→ **WHAT TO DO**:
Omit all pictures. Print the remaining lines exactly, from the start of the data through the line containing "Annotation task. Dump".

────────────────

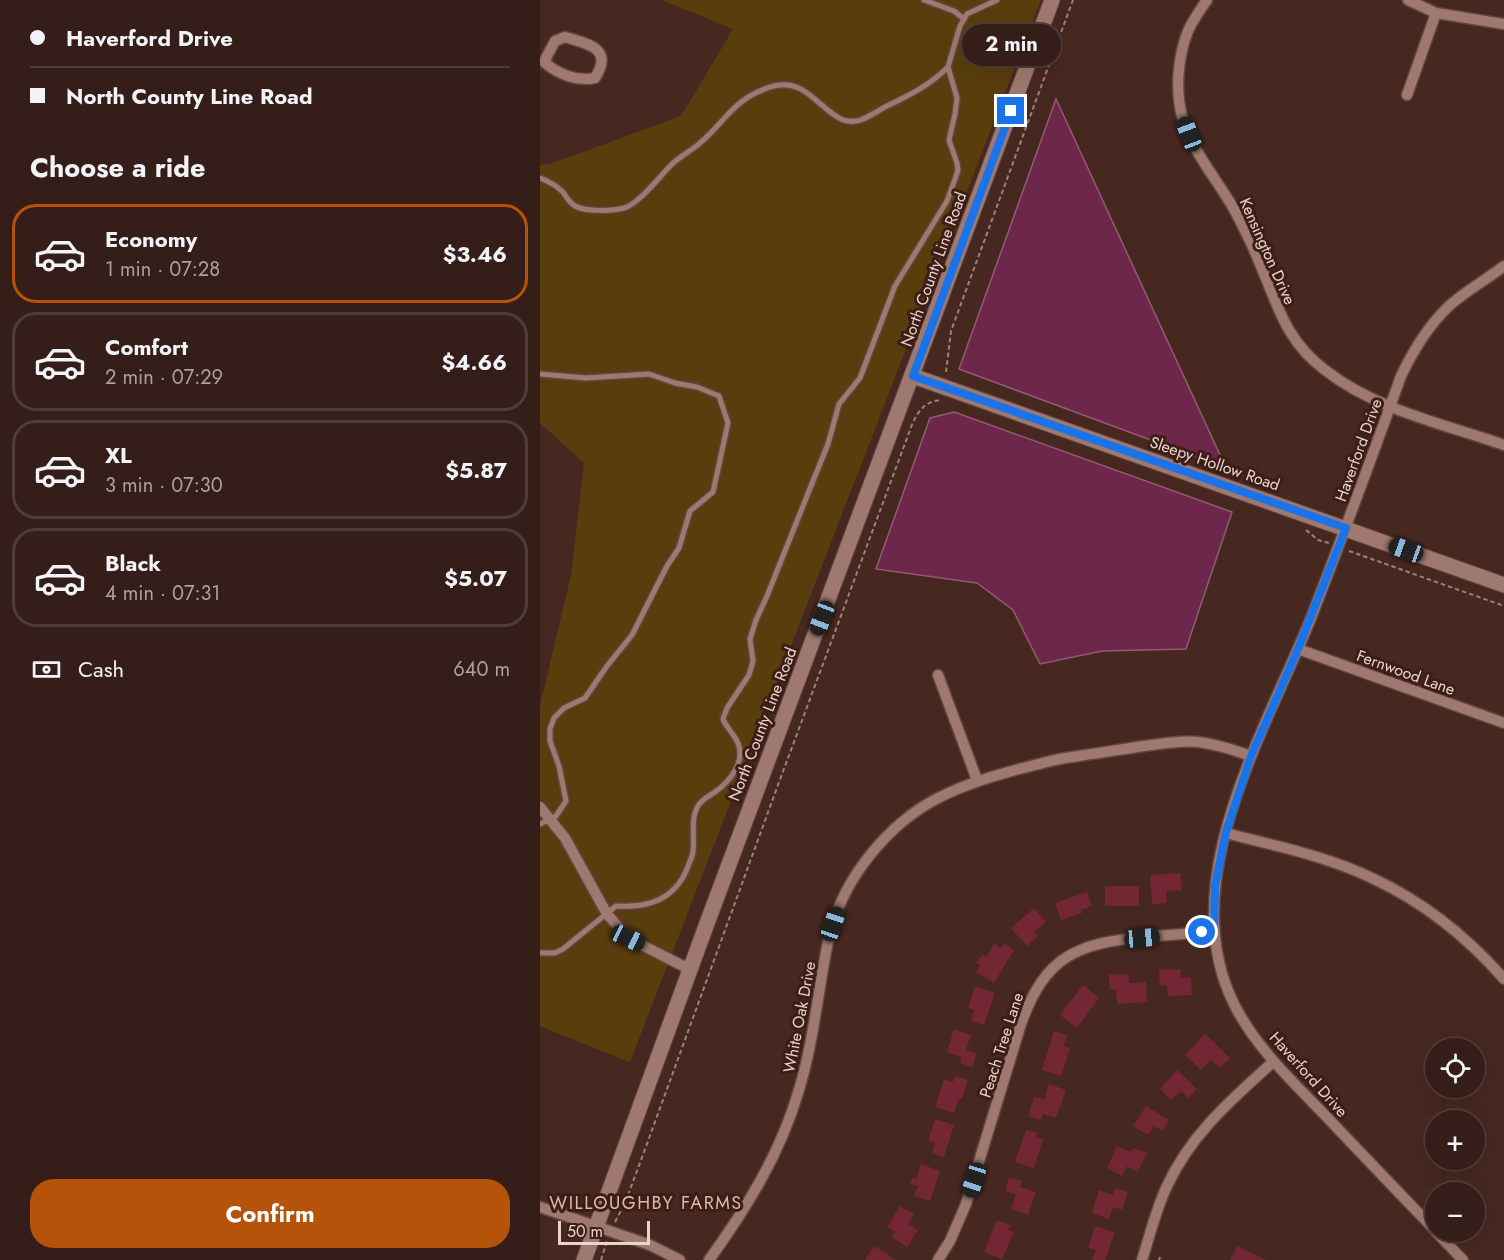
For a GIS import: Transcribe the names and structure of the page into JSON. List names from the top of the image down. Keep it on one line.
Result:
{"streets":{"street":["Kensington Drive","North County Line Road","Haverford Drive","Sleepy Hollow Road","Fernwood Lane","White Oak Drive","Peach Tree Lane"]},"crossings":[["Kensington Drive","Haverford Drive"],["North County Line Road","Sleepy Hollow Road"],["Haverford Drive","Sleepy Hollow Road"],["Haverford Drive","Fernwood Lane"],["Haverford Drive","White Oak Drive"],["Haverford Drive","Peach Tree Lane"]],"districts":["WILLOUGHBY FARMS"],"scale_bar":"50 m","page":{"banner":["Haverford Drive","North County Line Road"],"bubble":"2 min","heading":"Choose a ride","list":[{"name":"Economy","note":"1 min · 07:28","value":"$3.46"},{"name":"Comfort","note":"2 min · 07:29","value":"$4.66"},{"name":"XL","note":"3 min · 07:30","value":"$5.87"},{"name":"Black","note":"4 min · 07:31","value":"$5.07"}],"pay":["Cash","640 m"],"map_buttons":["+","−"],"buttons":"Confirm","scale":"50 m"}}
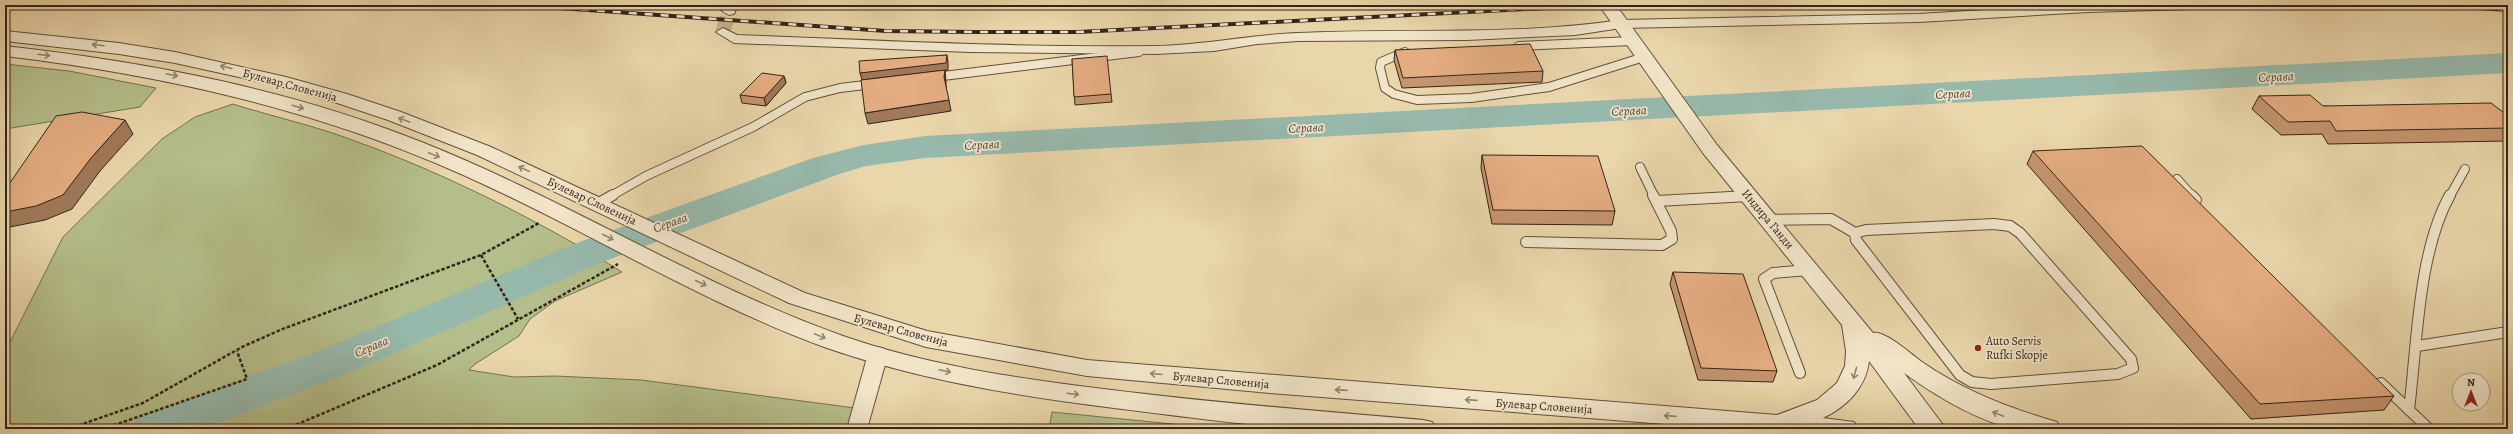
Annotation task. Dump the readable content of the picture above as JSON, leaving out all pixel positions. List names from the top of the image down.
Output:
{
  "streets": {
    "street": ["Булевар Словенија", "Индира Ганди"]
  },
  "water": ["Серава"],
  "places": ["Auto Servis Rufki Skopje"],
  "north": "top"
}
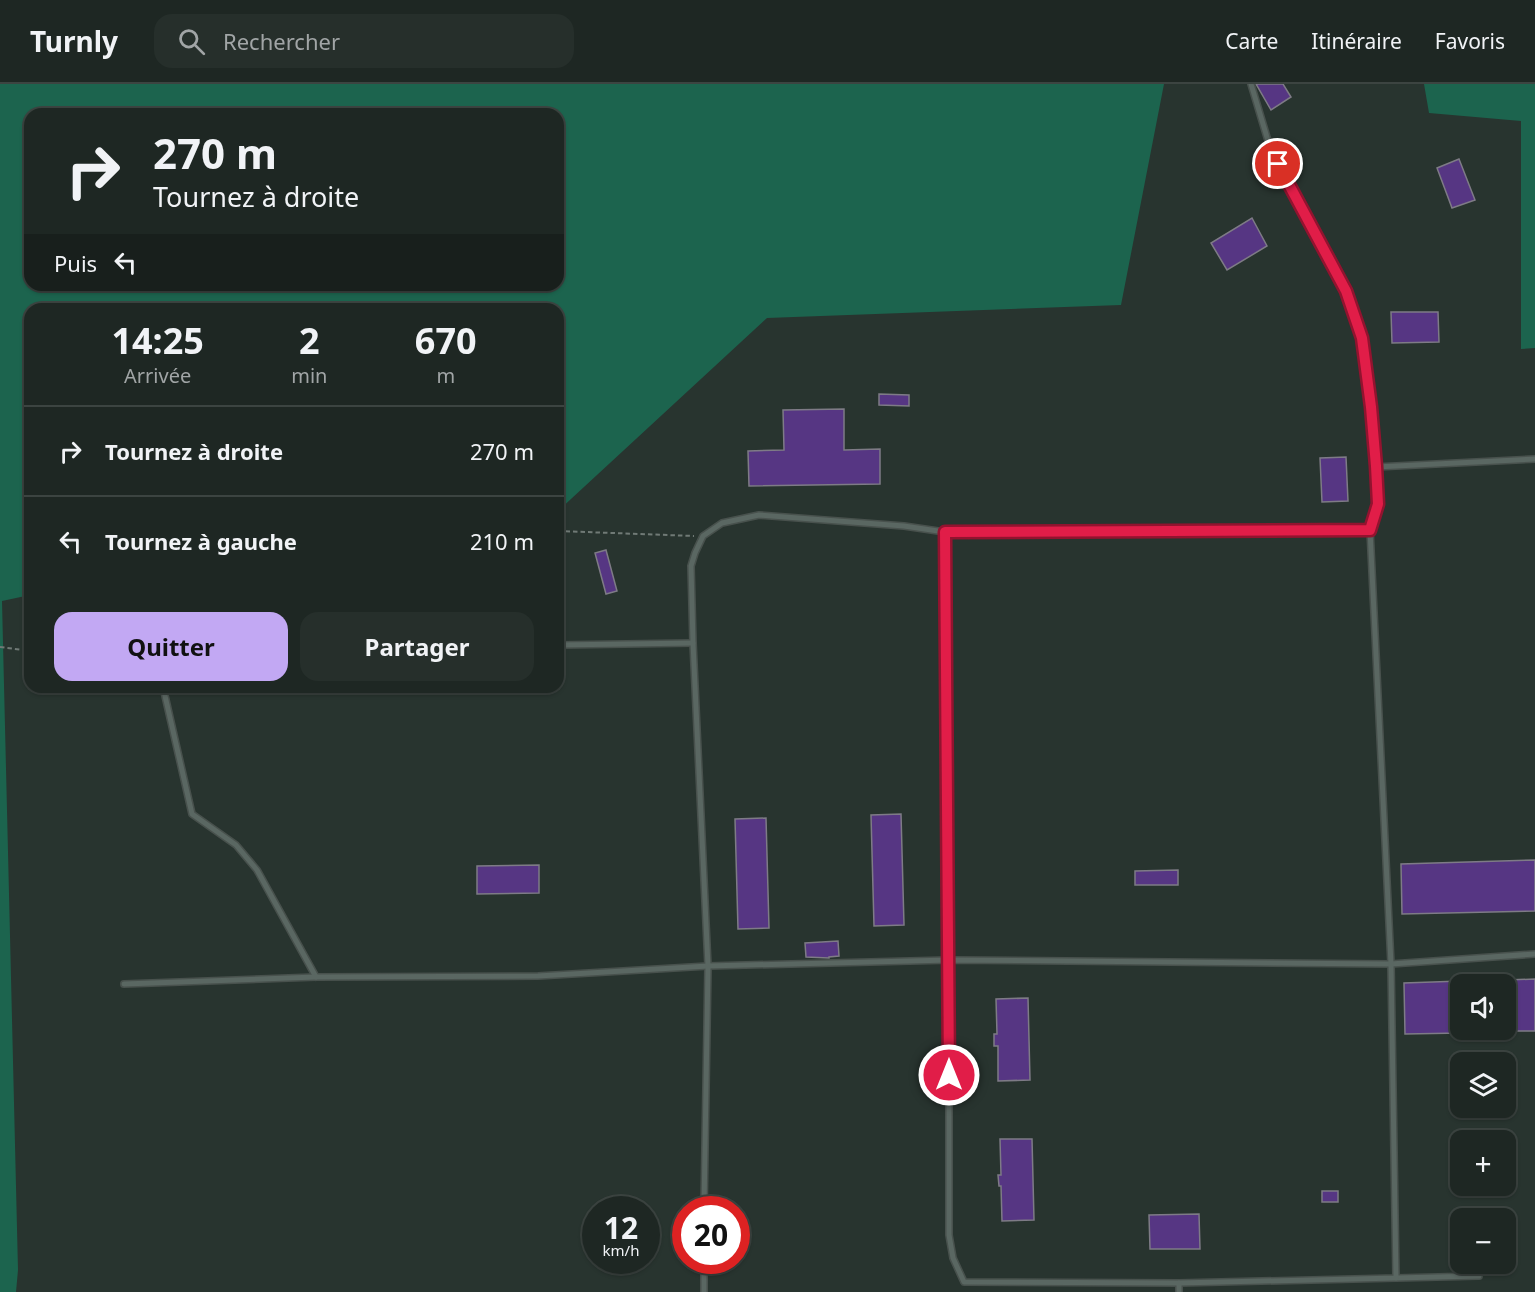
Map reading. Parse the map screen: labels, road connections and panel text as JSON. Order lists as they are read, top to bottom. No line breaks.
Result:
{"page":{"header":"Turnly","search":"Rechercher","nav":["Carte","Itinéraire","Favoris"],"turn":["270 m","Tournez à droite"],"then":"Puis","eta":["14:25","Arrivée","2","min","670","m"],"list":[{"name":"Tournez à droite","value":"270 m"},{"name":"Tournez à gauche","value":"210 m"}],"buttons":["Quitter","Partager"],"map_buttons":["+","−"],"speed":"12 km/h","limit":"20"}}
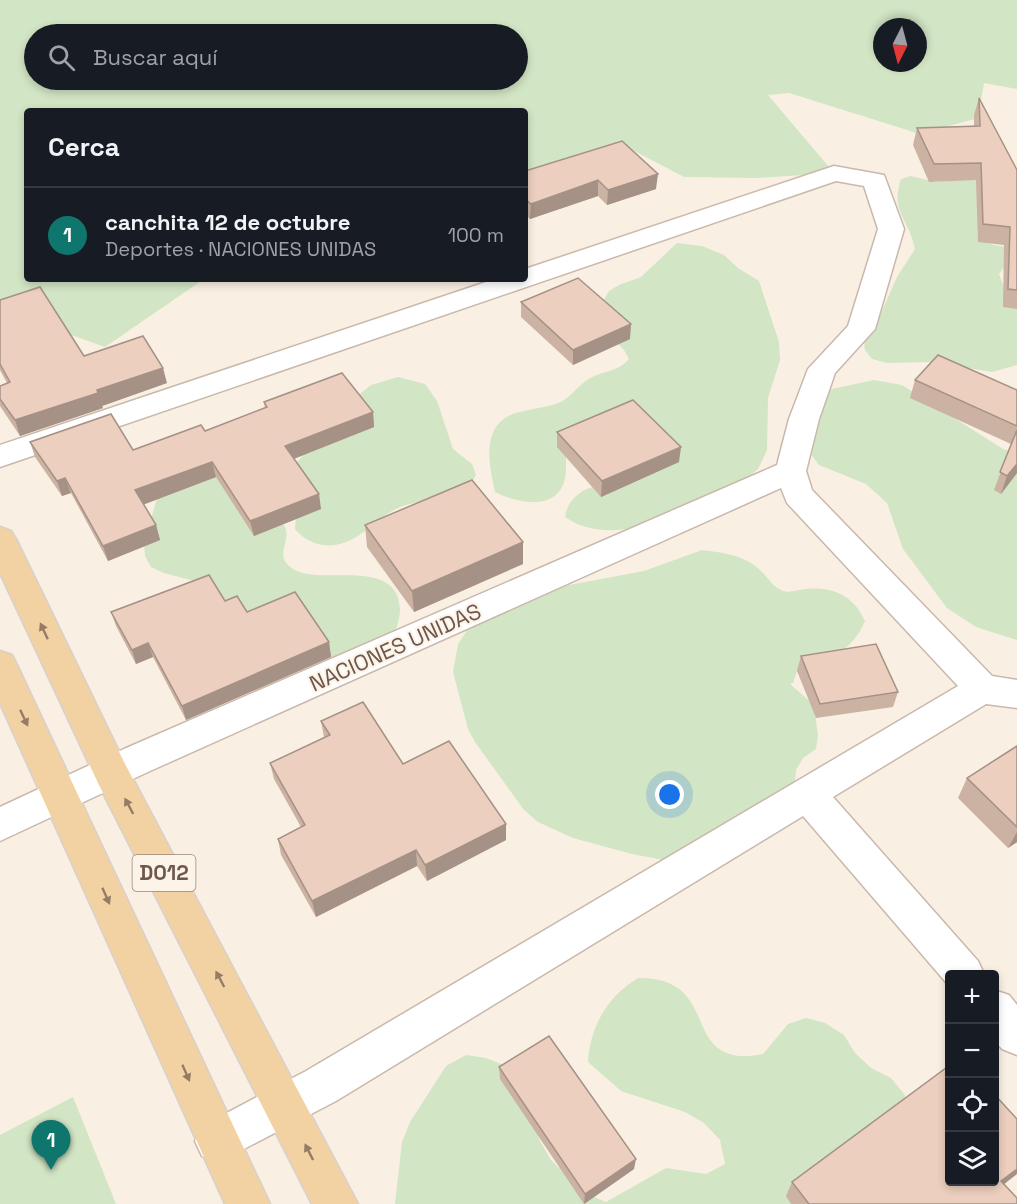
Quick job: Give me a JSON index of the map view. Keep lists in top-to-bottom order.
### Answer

────────────────

→ **EXERCISE RESULT**:
For a GIS import: Transcribe the names and structure of the page into JSON. List names from the top of the image down. Keep it on one line.
Result:
{"streets":{"street":["Kensington Drive","North County Line Road","Haverford Drive","Sleepy Hollow Road","Fernwood Lane","White Oak Drive","Peach Tree Lane"]},"crossings":[["Kensington Drive","Haverford Drive"],["North County Line Road","Sleepy Hollow Road"],["Haverford Drive","Sleepy Hollow Road"],["Haverford Drive","Fernwood Lane"],["Haverford Drive","White Oak Drive"],["Haverford Drive","Peach Tree Lane"]],"districts":["WILLOUGHBY FARMS"],"scale_bar":"50 m","page":{"banner":["Haverford Drive","North County Line Road"],"bubble":"2 min","heading":"Choose a ride","list":[{"name":"Economy","note":"1 min · 07:28","value":"$3.46"},{"name":"Comfort","note":"2 min · 07:29","value":"$4.66"},{"name":"XL","note":"3 min · 07:30","value":"$5.87"},{"name":"Black","note":"4 min · 07:31","value":"$5.07"}],"pay":["Cash","640 m"],"map_buttons":["+","−"],"buttons":"Confirm","scale":"50 m"}}
Annotation task. Dump the readable content of the picture above as JSON, leaving out all pixel positions. List names from the top of the image down.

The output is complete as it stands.